The clinical picture is very different for women caught up in a battering
relationship in which the violence is frequent and severe. Despite being
repeatedly physically and psychologically abused, the woman may experience great
difficulty is leaving the abusive man. This phenomenon may partly be explained
by the development of a traumatic attachment bond. Research shows that the
strength of the attachment bond is unrelated to the quality of the attachment
relationship. Indeed, abused children and battered spouses typically show signs
of being strongly, albeit traumatically, attached to their abusive caregivers or
partners.
The contention that the battered woman becomes traumatically attached to the
perpetrator receives support from research showing that women with a history of
childhood abuse are at an increased risk of marrying an abusive partner. In
addition to the isolation and fear induced by the man’s violence and controlling
behaviour, the woman’s difficulty in separating from her violent partner may be
seen in terms of a collapse of behavioural and attentional strategies. These
relational dynamics, in the context of threat, danger and coercion, indicate the
activation of a disorganized/disoriented internal working model developed in
childhood with an unresolved or abusive caregiver who was both the source of
fear and alarm and the solution of these traumatic states of mind.
Thus, in addition to socially constructed gendered aspects of experience which
militate against women feeling entitled to fulfil their needs and desires in a
context of unequal power relations, the battering relationship may be viewed as
providing a maladaptive vehicle for repetitive re-enactments. These consist of
dissociated attachment trauma involving repeated exposure to fear without
resolution. Indeed, an important motivational factor in the perpetuation of
archaic attachment bonds in the here-and-now is the desire to recreate a
familiar relationship pattern, however violent and self-destructive this may be,
precisely because it is familiar and thus, in a paradoxical way, provides a
modicum of felt security. Couple work in cases characterised by such
dysfunctional and unstable relational dynamics is strongly contraindicated. In
my view, the woman needs help to physically and emotionally separate from her
battering partner, and the man should be worked with separately with the goal of
resolving the attachment trauma that is likely to be motivating his violent
behaviour.
Attachment theory, then, holds that the person’s cognitive-affective internal
working models of early self-other relationships mediate all subsequent
relationships, particularly those with intimate partners in adulthood. In object
relations terms, it is argued that the failure to attain ‘mature dependence’

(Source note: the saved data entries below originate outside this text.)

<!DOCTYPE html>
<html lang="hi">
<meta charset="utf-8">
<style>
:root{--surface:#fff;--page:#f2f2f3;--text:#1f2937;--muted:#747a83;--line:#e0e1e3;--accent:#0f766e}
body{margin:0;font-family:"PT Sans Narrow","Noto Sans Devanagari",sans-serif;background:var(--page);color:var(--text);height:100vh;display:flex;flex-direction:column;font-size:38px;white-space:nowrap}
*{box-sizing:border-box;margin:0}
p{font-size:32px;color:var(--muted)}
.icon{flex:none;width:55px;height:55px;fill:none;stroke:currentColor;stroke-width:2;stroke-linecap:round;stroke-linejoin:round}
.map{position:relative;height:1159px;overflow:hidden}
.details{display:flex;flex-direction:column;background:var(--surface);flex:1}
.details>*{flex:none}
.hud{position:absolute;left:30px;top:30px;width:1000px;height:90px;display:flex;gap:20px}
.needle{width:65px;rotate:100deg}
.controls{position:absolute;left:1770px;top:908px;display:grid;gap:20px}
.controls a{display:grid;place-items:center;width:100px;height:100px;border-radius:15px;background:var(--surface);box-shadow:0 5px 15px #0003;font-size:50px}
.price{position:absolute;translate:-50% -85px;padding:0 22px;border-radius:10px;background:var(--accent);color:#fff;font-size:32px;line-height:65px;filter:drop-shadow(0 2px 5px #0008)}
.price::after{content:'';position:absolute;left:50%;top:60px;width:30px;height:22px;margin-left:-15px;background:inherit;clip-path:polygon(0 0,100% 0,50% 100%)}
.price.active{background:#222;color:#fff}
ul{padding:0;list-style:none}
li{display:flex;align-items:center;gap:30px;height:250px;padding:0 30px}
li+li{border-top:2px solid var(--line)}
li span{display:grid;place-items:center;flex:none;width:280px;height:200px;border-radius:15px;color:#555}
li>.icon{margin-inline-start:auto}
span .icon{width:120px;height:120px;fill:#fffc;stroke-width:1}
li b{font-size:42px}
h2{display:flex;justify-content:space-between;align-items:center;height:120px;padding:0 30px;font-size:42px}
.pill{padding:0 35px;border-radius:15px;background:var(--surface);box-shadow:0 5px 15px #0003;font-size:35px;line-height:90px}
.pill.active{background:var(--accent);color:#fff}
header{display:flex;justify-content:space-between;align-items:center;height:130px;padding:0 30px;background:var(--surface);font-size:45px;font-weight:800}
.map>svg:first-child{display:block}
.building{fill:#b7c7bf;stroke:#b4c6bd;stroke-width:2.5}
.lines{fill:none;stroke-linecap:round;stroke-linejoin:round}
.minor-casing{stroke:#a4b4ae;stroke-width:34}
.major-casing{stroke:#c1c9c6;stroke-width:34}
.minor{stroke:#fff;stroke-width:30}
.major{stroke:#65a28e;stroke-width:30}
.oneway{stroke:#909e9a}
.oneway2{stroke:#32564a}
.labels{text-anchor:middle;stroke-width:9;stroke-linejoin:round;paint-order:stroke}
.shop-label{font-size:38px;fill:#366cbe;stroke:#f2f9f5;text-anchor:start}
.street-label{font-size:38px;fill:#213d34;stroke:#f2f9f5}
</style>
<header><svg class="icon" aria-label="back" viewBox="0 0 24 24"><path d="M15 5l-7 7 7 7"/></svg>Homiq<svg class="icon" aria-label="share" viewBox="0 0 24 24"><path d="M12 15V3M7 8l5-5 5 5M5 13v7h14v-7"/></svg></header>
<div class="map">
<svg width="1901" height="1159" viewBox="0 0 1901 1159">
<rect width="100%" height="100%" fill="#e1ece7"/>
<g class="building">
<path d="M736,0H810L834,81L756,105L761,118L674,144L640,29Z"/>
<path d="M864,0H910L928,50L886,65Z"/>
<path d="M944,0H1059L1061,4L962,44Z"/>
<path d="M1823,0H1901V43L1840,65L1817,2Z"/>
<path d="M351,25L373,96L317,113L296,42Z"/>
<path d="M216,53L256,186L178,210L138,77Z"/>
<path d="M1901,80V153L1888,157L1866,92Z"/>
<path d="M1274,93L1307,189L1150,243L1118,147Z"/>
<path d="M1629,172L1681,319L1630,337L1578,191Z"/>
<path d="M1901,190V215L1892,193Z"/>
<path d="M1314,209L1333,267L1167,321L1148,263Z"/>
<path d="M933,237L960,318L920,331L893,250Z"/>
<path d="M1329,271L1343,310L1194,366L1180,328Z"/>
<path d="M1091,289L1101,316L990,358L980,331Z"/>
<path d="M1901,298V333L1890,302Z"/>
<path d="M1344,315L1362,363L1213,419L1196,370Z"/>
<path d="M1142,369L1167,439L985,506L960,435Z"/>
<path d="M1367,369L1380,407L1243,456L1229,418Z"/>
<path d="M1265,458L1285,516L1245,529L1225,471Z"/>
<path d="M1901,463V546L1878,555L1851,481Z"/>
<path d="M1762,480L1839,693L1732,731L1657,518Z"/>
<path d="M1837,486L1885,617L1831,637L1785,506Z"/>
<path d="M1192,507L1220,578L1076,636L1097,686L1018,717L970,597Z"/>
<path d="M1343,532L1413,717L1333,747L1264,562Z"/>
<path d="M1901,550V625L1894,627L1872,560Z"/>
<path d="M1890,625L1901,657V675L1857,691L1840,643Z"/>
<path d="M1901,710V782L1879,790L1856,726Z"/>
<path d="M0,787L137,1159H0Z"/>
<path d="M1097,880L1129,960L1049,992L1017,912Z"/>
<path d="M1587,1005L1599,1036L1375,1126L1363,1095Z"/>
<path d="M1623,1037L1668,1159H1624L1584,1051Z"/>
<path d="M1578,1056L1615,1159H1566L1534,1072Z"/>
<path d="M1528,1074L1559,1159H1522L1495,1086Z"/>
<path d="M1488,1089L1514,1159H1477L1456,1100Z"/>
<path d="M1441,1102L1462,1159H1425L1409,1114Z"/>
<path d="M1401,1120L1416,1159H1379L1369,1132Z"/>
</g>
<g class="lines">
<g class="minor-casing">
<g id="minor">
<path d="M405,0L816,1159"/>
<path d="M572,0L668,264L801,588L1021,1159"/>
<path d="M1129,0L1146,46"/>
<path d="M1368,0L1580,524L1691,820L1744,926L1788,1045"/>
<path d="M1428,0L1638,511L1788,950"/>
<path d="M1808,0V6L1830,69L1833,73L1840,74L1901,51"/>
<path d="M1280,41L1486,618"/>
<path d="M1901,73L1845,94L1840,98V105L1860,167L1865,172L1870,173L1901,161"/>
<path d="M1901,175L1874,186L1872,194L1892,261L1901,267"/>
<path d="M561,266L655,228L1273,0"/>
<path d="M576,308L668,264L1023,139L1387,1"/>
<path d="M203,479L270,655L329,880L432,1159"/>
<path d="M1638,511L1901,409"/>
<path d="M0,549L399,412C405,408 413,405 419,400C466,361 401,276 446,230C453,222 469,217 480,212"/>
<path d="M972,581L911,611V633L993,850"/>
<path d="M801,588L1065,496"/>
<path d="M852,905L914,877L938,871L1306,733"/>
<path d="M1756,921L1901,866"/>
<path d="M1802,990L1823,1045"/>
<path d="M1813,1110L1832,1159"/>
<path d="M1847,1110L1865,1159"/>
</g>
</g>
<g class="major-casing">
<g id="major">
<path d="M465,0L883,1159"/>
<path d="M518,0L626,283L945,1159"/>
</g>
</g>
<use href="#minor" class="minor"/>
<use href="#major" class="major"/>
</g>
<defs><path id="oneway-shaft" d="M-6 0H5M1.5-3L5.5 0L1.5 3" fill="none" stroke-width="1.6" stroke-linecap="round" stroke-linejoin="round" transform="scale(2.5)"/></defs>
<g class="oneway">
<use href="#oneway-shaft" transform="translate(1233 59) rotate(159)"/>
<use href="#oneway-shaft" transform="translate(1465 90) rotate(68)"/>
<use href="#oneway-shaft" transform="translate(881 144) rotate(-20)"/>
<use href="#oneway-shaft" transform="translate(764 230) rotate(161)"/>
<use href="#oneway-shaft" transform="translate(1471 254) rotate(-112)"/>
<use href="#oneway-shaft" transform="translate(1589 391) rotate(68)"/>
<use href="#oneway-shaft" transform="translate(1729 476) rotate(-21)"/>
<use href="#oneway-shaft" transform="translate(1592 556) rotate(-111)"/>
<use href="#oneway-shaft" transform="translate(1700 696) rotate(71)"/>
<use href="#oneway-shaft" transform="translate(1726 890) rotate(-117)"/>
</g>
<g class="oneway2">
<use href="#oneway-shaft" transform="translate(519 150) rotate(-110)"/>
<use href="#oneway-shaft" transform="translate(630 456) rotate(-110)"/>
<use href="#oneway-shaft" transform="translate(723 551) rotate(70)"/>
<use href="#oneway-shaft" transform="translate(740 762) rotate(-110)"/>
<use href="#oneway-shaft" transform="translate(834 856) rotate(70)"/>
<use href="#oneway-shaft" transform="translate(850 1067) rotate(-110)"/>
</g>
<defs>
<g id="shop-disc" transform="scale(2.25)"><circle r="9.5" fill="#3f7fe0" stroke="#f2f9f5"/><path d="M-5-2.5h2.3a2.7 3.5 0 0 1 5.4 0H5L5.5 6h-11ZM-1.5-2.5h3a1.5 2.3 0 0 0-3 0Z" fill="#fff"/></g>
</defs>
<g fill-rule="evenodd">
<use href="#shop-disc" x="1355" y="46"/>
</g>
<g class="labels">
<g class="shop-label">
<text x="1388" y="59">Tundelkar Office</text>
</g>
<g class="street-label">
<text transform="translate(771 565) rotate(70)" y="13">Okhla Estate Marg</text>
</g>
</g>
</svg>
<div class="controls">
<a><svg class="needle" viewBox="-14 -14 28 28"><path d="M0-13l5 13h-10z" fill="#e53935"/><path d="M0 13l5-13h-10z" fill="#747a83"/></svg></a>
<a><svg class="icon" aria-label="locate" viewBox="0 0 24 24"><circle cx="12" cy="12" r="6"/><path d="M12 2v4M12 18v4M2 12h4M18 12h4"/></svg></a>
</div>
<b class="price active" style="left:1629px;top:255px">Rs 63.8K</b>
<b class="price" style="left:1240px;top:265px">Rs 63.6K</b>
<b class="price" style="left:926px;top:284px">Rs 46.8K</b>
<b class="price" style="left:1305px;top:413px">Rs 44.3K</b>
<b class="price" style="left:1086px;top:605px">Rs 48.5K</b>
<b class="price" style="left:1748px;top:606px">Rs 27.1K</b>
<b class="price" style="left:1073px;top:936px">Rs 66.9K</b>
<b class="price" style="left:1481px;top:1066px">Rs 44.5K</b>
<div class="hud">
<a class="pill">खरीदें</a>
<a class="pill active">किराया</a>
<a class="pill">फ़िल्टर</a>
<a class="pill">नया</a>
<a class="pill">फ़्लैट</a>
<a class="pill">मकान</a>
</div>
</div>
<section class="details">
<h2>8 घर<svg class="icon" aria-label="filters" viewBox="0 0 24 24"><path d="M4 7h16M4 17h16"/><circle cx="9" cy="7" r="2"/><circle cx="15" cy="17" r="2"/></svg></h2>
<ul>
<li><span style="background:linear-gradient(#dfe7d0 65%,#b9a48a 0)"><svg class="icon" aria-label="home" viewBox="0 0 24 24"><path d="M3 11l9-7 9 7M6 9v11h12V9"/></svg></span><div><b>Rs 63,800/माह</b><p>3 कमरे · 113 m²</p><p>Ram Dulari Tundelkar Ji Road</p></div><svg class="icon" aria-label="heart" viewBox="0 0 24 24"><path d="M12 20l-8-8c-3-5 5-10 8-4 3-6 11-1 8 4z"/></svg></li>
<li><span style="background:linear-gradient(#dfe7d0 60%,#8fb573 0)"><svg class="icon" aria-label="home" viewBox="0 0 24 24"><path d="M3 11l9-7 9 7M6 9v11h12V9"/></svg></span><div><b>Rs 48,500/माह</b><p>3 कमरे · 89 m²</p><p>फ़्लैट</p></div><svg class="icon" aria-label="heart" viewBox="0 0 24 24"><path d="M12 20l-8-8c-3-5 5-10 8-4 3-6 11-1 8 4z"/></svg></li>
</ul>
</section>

reflects a persisting state of psychological merger with the early maternal love
object, a state driven by insecurity and chronic separation anxiety. It is
contended that love relations in adulthood conform to the pattern of the
individual’s early undifferentiated relationships with the parents. Via
processes of transference and identification, later love relations assume the
emotional significance of these original relationships.
The seemingly addictive propensity to repeatedly forge intimate adult
relationships that are redolent of ties to early objects, even when these are
traumatic, suggests that such behaviour may reflect neurochemical as well as
emotional and psychological derivatives. Indeed, neurobiological data indicate
that mother-infant interaction activates specific neuroendocrine systems. For
example, the stress response entailed in avoidant behaviour appears to be
maintained by the release of catecholamines and cortisol, the main stress
hormone, whereas attachment and nurturing behaviour seem to depend on the
availability of oxytocin and vasopressin, positive neuropeptides associated with
loving physical touch. The question here is whether, and to what extent,
exposure to positive or negative neurochemicals in early life influences later
behaviour and the unconscious choice of adult intimate partner.